EXERCISE MATERIALS:
BEGIN
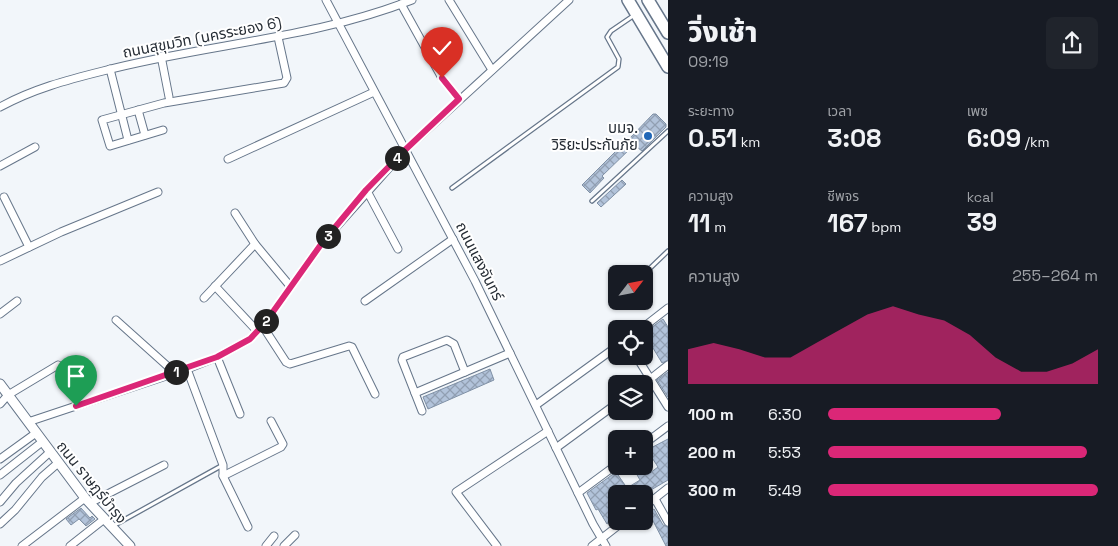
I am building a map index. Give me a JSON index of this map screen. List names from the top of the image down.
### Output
{
  "streets": {
    "street": ["ถนนสุขุมวิท (นครระยอง 6)", "ถนนแสงจันทร์", "ถนน ราษฎร์บำรุง"]
  },
  "crossings": [
    ["ถนนสุขุมวิท (นครระยอง 6)", "ถนนแสงจันทร์"]
  ],
  "places": ["บมจ. วิริยะประกันภัย"],
  "north": "top right",
  "page": {
    "heading": ["วิ่งเช้า", "09:19"],
    "stats": [
      ["ระยะทาง", "0.51 km"],
      ["เวลา", "3:08"],
      ["เพซ", "6:09 /km"],
      ["ความสูง", "11 m"],
      ["ชีพจร", "167 bpm"],
      ["kcal", "39"]
    ],
    "pins": [
      "4",
      "3",
      "2",
      "1"
    ],
    "chart": ["ความสูง", "255–264 m"],
    "map_buttons": ["+", "−"],
    "list": [
      {
        "name": "100 m",
        "note": "6:30"
      },
      {
        "name": "200 m",
        "note": "5:53"
      },
      {
        "name": "300 m",
        "note": "5:49"
      }
    ]
  }
}
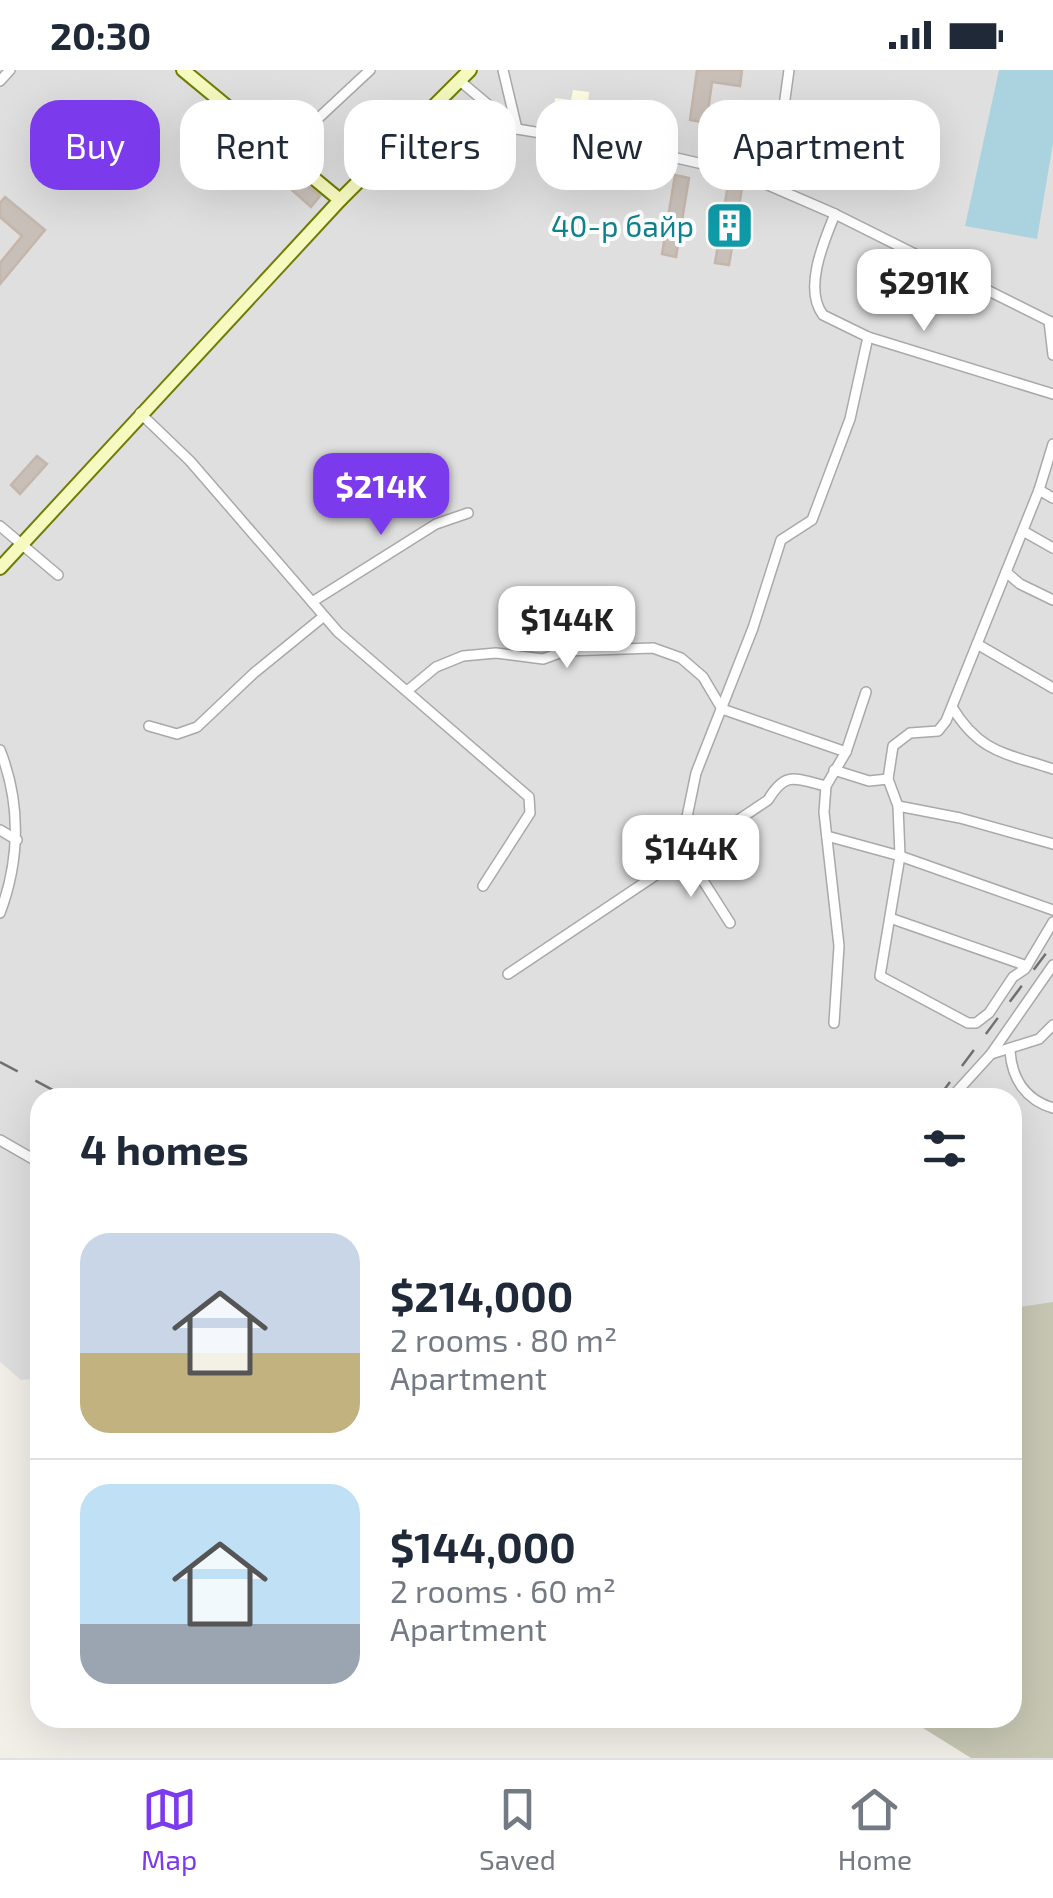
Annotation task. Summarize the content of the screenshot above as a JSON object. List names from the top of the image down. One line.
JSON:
{"places":{"building":["40-р байр"]},"page":{"status":"20:30","chip":["Buy","Rent","Filters","New","Apartment"],"price":["$291K","$214K","$144K","$144K"],"heading":"4 homes","list":[{"name":"$214,000","note":"2 rooms · 80 m² · Apartment"},{"name":"$144,000","note":"2 rooms · 60 m² · Apartment"}],"tabs":["Map","Saved","Home"]}}
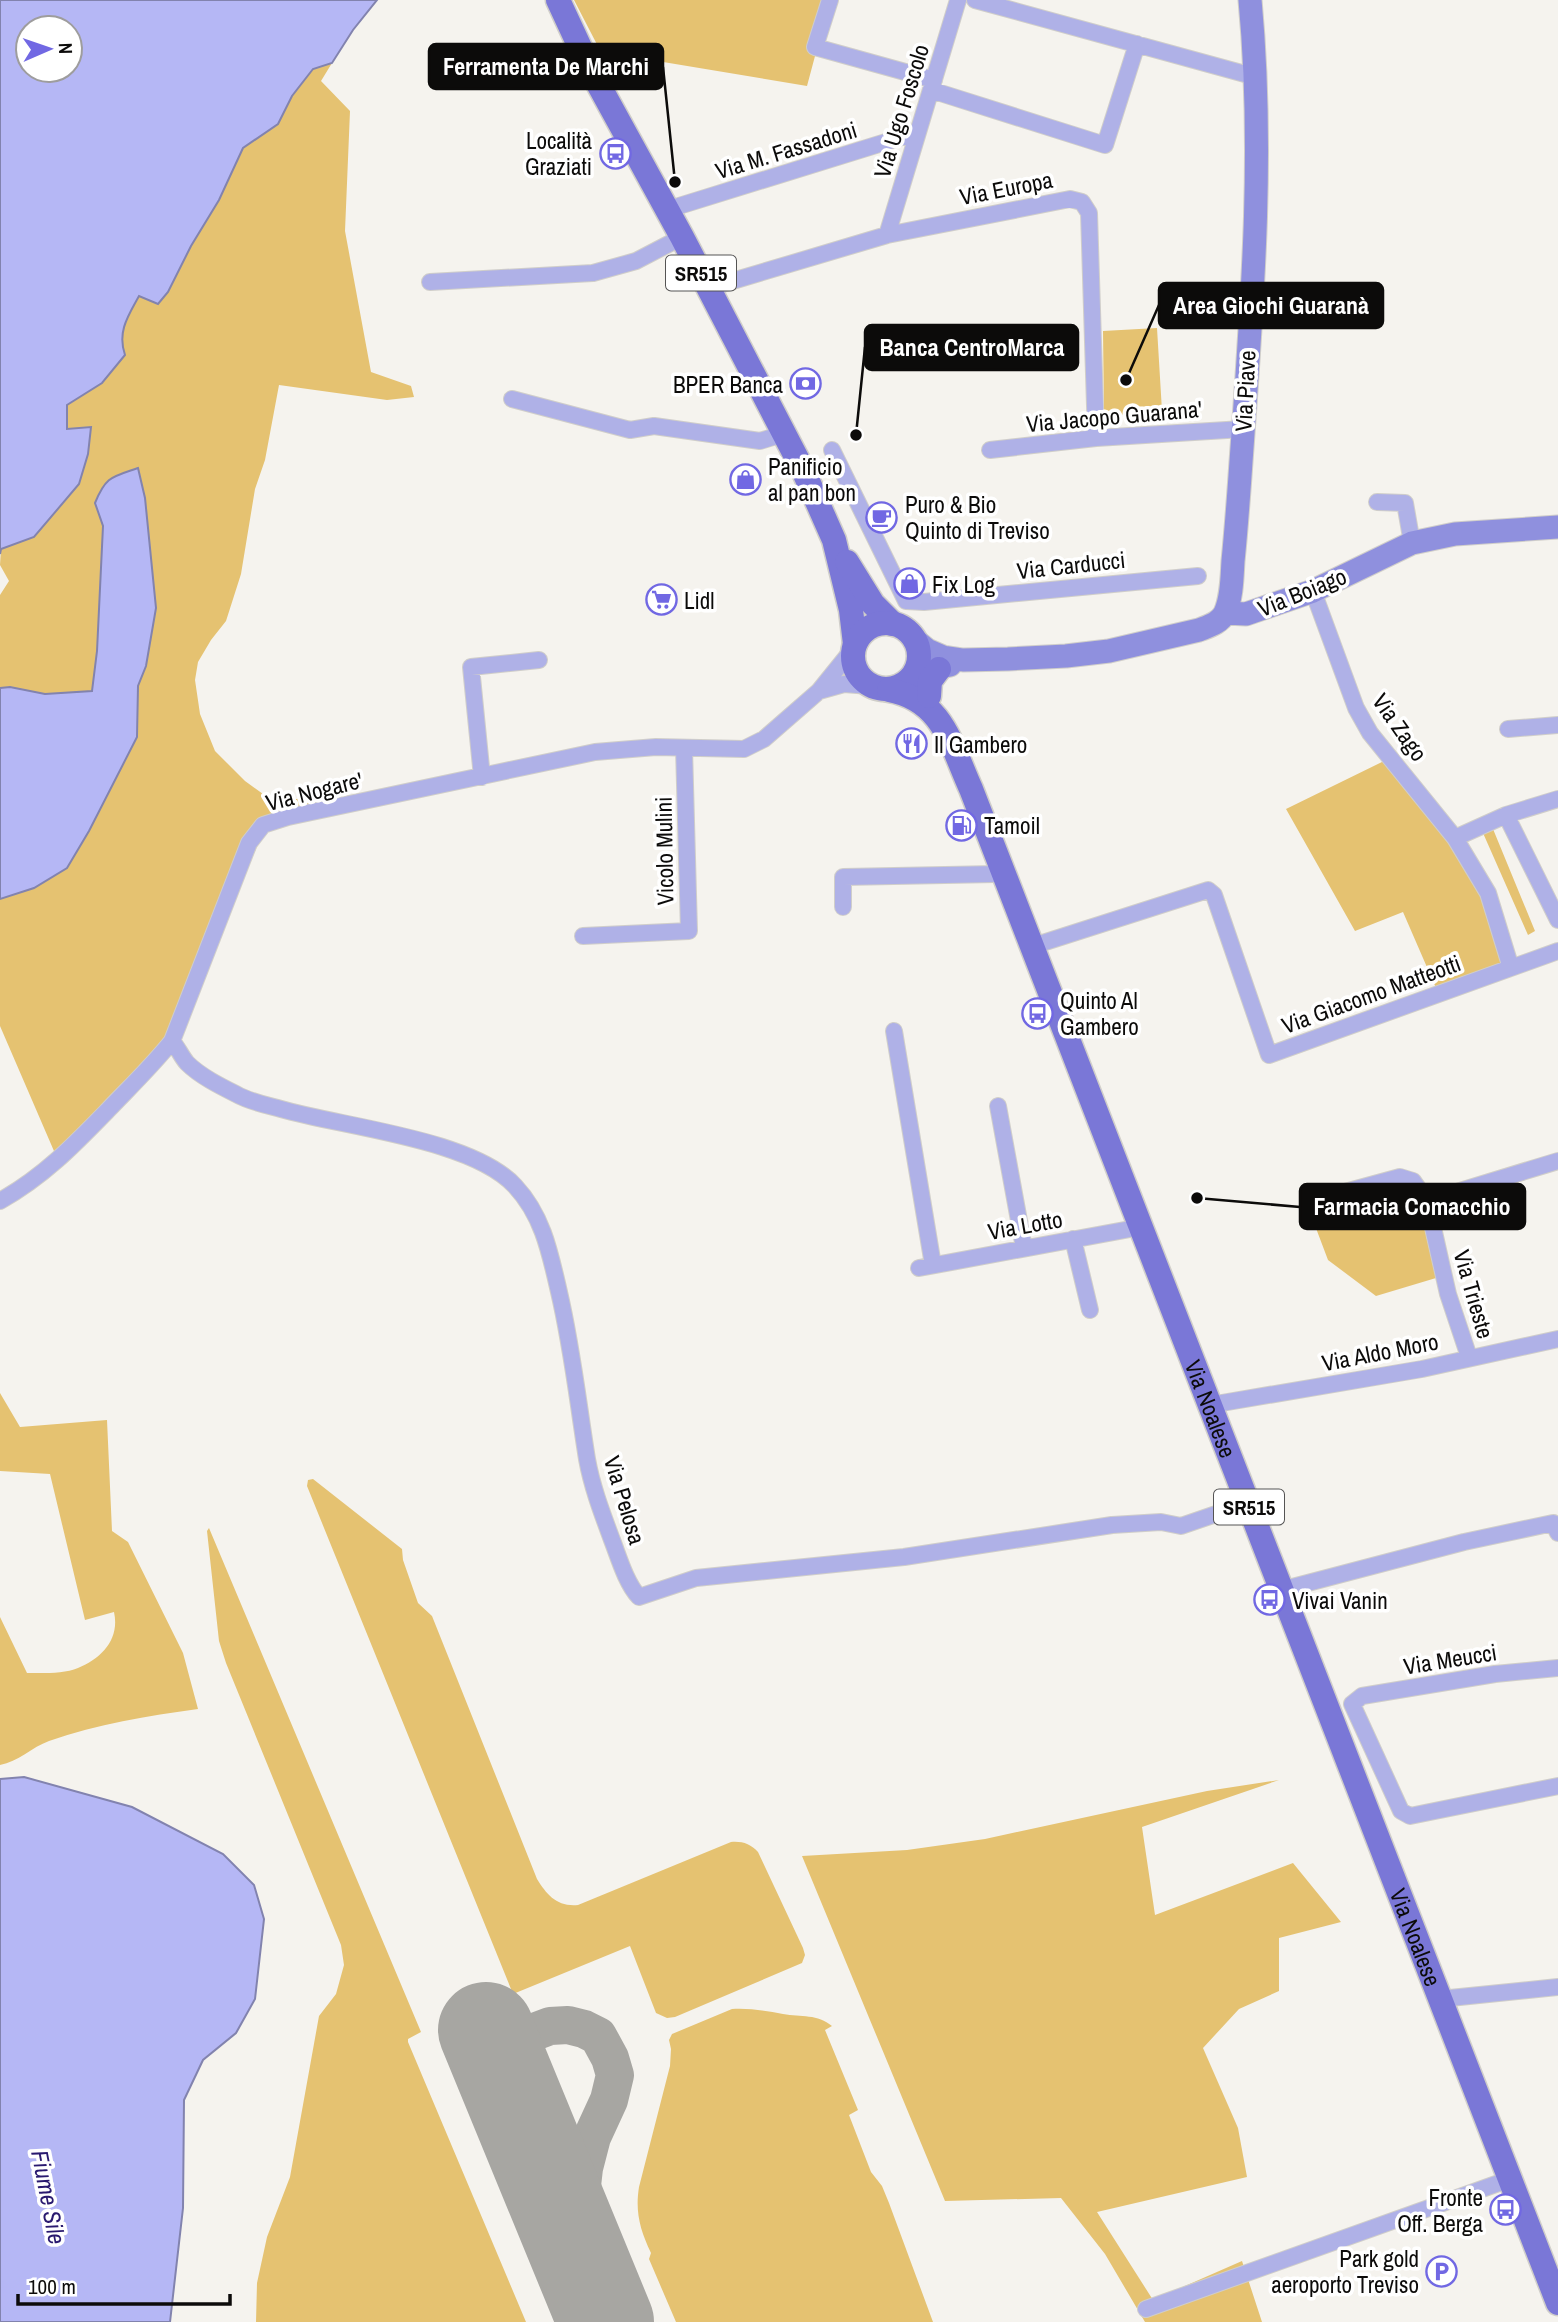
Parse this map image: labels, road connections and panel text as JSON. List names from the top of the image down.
END
WORK ORDER:
Give back the full listing word for word, with the pictures left out.

RESULT FOR THIS TASK:
I am building a map index. Give me a JSON index of this map screen. List names from the top of the image down.
### Output
{
  "streets": {
    "street": ["ถนนสุขุมวิท (นครระยอง 6)", "ถนนแสงจันทร์", "ถนน ราษฎร์บำรุง"]
  },
  "crossings": [
    ["ถนนสุขุมวิท (นครระยอง 6)", "ถนนแสงจันทร์"]
  ],
  "places": ["บมจ. วิริยะประกันภัย"],
  "north": "top right",
  "page": {
    "heading": ["วิ่งเช้า", "09:19"],
    "stats": [
      ["ระยะทาง", "0.51 km"],
      ["เวลา", "3:08"],
      ["เพซ", "6:09 /km"],
      ["ความสูง", "11 m"],
      ["ชีพจร", "167 bpm"],
      ["kcal", "39"]
    ],
    "pins": [
      "4",
      "3",
      "2",
      "1"
    ],
    "chart": ["ความสูง", "255–264 m"],
    "map_buttons": ["+", "−"],
    "list": [
      {
        "name": "100 m",
        "note": "6:30"
      },
      {
        "name": "200 m",
        "note": "5:53"
      },
      {
        "name": "300 m",
        "note": "5:49"
      }
    ]
  }
}
Annotation task. Summarize the content of the screenshot above as a JSON object. List names from the top of the image down. One line.
JSON:
{"places":{"building":["40-р байр"]},"page":{"status":"20:30","chip":["Buy","Rent","Filters","New","Apartment"],"price":["$291K","$214K","$144K","$144K"],"heading":"4 homes","list":[{"name":"$214,000","note":"2 rooms · 80 m² · Apartment"},{"name":"$144,000","note":"2 rooms · 60 m² · Apartment"}],"tabs":["Map","Saved","Home"]}}
Parse this map image: labels, road connections and panel text as JSON. List names from the top of the image down.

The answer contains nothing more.